I've been playing single parent this week; Knute left at o'dark-thirty on Monday morning for a business trip to Kansas leaving me to hold down the fort all week with the weefolk.
All has been well enough, despite random moments of Missing Daddy tears from the kiddos. The first night Knute was gone, I double checked the locks, reminded Brownie that it's his canine duty to treat any would-be trespassers as giant chew toys, and tucked my handy-dandy megawatt Maglite flashlight under my pillow (for use in any Swing away, Merrill kind of moments that might involve bad guys, not aliens).
I miss Knute, but I spent so many weeks and months of the early years in our marriage alone while Knute was out to sea or in Nuke school that this short separation isn't that big of a deal. Of course, back in those heady-end-of-the-last-century years, I didn't have three kids to care for on my own while he was gone.
Thankfully, this week wasn't an overbooked nightmare of activities, meetings, and endless volunteering. I did have to drag all three with me to a meeting, but that was Monday night and we were all still relatively well-rested, healthy, and amiable.
But that bubble of goodwill popped sometime on Wednesday. The kids? Hacking a bit from the latest cough/cold of the season and getting worn out by school and homework. Me? Tired. Just plain tired from juggling them, the school week, the housework, the dog (damn you, Ohio mud), and nagging myself about how damn far behind I'd fallen on my weekly blogging schedule, not to mention my inboxes - spam carnage EVERYWHERE.
A mommy meltdown moment seemed inevitable.
It started small; I learned that the burner on the stove that I'd found knocked to the ON position after walking into the kitchen early that morning and catching a whiff of gas (followed by me racing to open the window with one hand while switching the stove off with the other) was Huck's doing. That he was trying to help with breakfast, as I found out later, post-meltdown, through his snuffling tears, was beside the point.

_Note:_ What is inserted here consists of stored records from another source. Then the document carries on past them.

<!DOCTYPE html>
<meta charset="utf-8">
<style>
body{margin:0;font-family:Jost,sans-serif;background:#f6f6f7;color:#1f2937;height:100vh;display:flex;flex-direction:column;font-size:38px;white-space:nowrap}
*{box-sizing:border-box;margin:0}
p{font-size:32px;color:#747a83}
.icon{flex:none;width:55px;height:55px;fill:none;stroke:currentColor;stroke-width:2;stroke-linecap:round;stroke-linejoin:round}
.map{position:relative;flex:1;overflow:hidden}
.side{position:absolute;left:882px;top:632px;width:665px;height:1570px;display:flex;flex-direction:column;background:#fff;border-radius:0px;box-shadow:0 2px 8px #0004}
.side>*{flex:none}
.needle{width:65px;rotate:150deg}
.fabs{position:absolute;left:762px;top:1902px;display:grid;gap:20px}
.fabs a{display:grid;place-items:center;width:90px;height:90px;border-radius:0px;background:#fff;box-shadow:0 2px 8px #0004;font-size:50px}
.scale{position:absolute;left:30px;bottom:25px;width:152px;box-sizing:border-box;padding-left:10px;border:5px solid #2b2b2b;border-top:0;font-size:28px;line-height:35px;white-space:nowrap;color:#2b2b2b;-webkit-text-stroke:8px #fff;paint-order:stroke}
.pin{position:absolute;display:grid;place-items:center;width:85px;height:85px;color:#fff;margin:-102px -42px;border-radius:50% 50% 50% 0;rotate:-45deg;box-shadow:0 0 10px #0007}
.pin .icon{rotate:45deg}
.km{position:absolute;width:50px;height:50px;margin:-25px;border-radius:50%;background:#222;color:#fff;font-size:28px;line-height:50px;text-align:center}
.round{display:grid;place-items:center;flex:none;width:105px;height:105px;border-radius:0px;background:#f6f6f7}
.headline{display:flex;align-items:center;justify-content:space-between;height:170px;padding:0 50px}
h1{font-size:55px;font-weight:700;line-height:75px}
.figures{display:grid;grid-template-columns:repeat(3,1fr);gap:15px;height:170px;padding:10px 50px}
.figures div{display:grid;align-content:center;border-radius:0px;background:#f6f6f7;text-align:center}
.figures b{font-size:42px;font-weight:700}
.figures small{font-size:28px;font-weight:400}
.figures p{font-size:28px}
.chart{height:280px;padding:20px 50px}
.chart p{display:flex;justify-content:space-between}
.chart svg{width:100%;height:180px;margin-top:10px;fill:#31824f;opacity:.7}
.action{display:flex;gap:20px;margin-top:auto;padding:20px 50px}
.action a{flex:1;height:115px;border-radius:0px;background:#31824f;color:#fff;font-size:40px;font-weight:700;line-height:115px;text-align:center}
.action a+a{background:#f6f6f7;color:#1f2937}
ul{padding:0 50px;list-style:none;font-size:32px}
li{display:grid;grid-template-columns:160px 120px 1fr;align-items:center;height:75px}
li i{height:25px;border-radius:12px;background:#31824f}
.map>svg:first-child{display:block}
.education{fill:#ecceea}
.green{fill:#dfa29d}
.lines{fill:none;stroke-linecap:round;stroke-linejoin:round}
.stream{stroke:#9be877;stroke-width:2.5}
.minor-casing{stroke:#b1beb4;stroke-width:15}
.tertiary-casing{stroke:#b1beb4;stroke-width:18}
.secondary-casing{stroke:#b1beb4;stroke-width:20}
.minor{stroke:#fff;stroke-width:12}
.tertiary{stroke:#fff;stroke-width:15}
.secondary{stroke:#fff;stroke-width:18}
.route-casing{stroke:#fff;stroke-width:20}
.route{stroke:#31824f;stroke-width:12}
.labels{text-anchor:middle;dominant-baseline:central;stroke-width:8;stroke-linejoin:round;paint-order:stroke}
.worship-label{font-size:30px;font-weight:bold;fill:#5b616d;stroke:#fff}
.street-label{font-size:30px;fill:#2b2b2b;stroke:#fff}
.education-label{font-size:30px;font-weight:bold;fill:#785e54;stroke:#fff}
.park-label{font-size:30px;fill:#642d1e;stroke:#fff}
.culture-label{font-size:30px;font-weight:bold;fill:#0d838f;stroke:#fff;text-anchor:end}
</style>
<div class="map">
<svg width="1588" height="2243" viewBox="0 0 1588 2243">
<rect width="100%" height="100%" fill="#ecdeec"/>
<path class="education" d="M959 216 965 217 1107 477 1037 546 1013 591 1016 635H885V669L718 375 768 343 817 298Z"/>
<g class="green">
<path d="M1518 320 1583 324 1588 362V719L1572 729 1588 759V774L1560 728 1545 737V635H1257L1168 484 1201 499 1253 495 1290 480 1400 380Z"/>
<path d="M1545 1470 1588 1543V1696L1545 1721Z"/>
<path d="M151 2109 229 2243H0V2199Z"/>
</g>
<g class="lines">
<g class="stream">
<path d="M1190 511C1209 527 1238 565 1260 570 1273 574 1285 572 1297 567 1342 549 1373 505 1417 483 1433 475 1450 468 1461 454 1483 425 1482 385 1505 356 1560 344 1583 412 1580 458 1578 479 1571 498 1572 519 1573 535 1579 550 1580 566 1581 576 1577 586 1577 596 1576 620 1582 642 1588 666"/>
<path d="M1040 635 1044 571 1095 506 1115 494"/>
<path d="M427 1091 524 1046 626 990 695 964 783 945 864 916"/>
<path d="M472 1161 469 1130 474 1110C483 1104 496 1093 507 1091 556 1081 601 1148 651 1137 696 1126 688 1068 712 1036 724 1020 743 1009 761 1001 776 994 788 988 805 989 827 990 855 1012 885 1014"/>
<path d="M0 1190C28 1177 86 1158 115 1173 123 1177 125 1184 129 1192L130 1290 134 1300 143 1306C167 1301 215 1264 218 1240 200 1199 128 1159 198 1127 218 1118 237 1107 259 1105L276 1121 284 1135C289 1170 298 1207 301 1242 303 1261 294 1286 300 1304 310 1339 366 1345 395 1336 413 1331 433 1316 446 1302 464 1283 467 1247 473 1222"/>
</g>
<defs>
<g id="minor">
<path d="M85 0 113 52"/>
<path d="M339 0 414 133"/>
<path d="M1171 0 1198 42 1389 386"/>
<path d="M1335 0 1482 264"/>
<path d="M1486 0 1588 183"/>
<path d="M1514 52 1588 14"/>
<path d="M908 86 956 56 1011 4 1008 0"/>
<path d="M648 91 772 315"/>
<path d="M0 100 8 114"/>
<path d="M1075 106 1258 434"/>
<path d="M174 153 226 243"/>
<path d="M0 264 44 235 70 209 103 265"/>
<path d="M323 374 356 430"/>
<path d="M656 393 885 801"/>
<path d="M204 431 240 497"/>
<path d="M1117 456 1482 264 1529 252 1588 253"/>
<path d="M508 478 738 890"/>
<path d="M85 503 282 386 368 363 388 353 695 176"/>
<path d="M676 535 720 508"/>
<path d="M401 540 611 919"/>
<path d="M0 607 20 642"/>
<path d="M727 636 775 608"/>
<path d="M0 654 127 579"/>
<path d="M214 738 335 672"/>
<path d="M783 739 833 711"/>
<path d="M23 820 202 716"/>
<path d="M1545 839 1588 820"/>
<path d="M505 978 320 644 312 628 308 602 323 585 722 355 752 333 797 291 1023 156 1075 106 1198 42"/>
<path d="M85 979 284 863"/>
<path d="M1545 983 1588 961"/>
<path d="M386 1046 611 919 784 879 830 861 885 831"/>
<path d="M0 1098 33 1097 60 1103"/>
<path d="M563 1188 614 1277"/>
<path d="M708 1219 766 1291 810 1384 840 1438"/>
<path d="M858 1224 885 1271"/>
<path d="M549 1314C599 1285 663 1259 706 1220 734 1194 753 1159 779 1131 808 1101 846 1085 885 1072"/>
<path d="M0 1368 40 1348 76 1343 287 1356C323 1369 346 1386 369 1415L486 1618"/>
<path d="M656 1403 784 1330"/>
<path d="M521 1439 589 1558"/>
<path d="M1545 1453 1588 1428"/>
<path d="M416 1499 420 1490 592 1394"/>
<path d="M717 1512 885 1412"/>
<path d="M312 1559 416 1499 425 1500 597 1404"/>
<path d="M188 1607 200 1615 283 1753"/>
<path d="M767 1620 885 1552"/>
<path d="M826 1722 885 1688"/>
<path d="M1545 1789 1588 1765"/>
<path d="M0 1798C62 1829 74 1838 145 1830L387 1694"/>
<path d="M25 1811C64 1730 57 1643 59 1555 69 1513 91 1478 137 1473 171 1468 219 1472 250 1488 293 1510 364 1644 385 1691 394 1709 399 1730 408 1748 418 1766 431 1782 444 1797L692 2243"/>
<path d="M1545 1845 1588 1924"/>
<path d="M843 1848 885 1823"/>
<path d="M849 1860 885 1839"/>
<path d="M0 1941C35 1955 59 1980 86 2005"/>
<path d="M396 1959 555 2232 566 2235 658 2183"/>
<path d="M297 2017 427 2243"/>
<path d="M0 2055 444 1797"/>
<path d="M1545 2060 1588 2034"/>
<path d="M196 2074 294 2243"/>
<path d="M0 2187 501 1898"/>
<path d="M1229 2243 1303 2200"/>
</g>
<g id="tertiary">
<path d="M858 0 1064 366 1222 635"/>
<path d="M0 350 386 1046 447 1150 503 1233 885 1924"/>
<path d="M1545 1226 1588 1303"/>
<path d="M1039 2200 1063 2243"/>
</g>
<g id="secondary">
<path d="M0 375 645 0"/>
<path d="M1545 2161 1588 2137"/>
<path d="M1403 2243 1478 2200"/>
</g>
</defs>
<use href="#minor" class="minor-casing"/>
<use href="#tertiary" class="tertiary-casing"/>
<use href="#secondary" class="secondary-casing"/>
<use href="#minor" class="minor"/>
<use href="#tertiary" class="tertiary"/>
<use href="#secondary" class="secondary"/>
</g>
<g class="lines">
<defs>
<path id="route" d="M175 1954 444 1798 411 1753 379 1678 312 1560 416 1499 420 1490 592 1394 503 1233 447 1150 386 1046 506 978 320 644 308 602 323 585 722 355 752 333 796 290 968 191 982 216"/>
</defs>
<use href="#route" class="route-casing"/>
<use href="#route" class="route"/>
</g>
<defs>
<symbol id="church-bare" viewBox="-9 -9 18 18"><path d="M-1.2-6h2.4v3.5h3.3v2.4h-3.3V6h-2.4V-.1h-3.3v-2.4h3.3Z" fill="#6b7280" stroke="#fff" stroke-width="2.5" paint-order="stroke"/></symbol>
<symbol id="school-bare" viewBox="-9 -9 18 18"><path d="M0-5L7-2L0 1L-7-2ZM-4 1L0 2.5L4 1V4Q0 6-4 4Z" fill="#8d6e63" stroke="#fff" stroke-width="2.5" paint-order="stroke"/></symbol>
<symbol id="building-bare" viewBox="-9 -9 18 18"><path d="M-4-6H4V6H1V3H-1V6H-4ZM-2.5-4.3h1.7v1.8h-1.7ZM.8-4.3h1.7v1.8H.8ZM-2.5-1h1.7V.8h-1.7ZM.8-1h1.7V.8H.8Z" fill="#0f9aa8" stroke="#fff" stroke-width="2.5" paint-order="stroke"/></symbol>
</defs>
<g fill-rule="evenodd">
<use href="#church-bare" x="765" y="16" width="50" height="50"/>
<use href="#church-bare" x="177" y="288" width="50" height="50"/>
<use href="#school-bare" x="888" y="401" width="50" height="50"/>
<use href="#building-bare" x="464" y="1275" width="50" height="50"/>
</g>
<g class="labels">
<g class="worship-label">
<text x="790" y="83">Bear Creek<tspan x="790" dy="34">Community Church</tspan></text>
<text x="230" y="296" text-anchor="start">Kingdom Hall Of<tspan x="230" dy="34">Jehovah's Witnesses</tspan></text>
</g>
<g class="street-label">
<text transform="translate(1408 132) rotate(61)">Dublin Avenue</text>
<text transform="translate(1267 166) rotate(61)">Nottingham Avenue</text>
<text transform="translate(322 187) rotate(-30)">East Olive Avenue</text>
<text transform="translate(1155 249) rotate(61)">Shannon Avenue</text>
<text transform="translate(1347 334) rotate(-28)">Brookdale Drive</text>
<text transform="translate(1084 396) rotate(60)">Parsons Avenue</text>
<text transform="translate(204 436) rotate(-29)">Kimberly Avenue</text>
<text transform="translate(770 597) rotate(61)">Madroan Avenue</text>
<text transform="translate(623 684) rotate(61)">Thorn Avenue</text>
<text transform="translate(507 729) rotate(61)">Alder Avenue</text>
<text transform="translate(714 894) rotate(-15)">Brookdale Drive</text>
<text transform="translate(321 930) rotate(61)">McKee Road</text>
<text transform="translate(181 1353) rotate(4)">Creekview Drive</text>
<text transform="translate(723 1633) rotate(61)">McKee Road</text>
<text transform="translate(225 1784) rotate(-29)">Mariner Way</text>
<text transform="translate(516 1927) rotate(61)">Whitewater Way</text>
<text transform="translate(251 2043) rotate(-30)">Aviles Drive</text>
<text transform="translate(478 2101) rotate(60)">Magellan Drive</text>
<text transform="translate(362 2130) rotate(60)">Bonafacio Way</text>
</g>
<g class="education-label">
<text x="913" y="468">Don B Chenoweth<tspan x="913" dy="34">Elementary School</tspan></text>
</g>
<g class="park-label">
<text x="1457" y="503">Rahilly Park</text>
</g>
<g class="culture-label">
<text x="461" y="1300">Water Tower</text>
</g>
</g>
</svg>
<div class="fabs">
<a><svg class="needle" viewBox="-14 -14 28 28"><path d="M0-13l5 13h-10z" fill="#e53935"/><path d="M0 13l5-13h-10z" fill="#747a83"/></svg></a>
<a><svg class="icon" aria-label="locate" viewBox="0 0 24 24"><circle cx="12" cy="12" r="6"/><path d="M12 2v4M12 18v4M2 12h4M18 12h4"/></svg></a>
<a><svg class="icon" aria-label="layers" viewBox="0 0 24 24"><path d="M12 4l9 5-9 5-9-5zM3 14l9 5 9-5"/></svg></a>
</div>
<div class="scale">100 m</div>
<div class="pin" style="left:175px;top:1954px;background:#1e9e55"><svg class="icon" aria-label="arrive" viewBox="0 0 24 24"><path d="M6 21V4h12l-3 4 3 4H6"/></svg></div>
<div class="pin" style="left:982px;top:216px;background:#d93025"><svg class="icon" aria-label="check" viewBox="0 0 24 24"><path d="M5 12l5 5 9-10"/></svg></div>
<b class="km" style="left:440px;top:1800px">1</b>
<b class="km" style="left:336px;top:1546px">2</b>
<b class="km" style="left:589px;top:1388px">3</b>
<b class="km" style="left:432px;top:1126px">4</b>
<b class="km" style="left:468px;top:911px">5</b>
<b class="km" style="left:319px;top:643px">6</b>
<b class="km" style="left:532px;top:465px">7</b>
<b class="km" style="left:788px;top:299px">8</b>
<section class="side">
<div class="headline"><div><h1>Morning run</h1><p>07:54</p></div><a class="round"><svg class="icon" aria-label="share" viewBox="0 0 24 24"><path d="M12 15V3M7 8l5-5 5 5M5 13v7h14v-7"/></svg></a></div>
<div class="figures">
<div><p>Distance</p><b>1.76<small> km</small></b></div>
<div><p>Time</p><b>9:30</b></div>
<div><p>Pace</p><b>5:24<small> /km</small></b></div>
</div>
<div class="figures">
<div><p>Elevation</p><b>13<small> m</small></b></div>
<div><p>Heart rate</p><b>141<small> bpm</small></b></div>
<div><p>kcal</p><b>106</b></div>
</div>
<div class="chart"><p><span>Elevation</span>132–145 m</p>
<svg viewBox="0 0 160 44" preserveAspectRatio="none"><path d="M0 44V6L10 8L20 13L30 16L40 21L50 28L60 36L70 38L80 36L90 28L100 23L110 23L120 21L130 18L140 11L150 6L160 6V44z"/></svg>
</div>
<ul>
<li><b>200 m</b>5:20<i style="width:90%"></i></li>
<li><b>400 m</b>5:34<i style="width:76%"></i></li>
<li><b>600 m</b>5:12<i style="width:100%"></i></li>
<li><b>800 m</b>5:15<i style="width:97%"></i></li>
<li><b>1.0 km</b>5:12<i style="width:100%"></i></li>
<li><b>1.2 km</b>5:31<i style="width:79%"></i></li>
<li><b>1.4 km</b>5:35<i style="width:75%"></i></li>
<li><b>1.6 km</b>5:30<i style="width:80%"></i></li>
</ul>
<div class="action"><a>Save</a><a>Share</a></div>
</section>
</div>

All that my mind could comprehend at that moment, pre-meltdown, was the WHAT IF.
What if something horrible had happened to him? To us?
And this moment, that split second when fear filled my soul, is when it happened. Fear of the WHAT IF transformed to anger and I hollered at my sweet boy.
I hollered and then, to emphasize my point (or because I have a dramatic Irish temper), I slammed a cabinet door shut. Slammed it so hard, in fact, that two glasses on the top shelf flew out and smashed to pieces at my feet.
Cleaning up dozens upon dozens of tiny shards of glass has a way of sobering even the most fiery of tempers. I swept and swept, picking up the bigger pieces and tossing them in the garbage. I swept again, my anger gone, replaced with determination to get every bit of glass up off the floor. I called upon my Home Ec years - yes, the public school system I attended in Maryland required all students take Home Ec during middle school and I have to say, it's been useful in my life as mom - and grabbed loads of paper towels, dampening them with water and then wiping down the kitchen floor square by square.
All the while, my mind churned with - what else? - post ideas. The mommy meltdown angle. The humorous, all-I-ever-needed-to-know-about-life-I-learned-in-Home-Ec angle. The fear of tragedy angle.
It wasn't until later that night, long after the kids were in bed safe and sound and I'd hugged Huck so hard that his freckles nearly popped off, that the most important post angle struck me: the fear-and-anger-instead-of-thanks-and-praise angle.
How easy it is for me, I realized, to default to fear and anger when I walk through life trying to control everything. How easy it is to forget the simple truth that while I plan, plan, plan like a madwoman, God giggles and laughs.
Rather than stepping back from the moment of WHAT IF and letting thanks for our safety wash over me, I dove head first into the churning whirlpool of anger. Rather than sighing with relief, I shouted at my boy.
I've been in big-time planning and executing mode lately. What I haven't been doing much of is remembering Who put me on this Earth to do all things in His time. Losing two of our favorite glasses seems a small price to pay for the humbling reminder to let go of the anger and the control freak tendencies and to give thanks to Him every once in a while instead.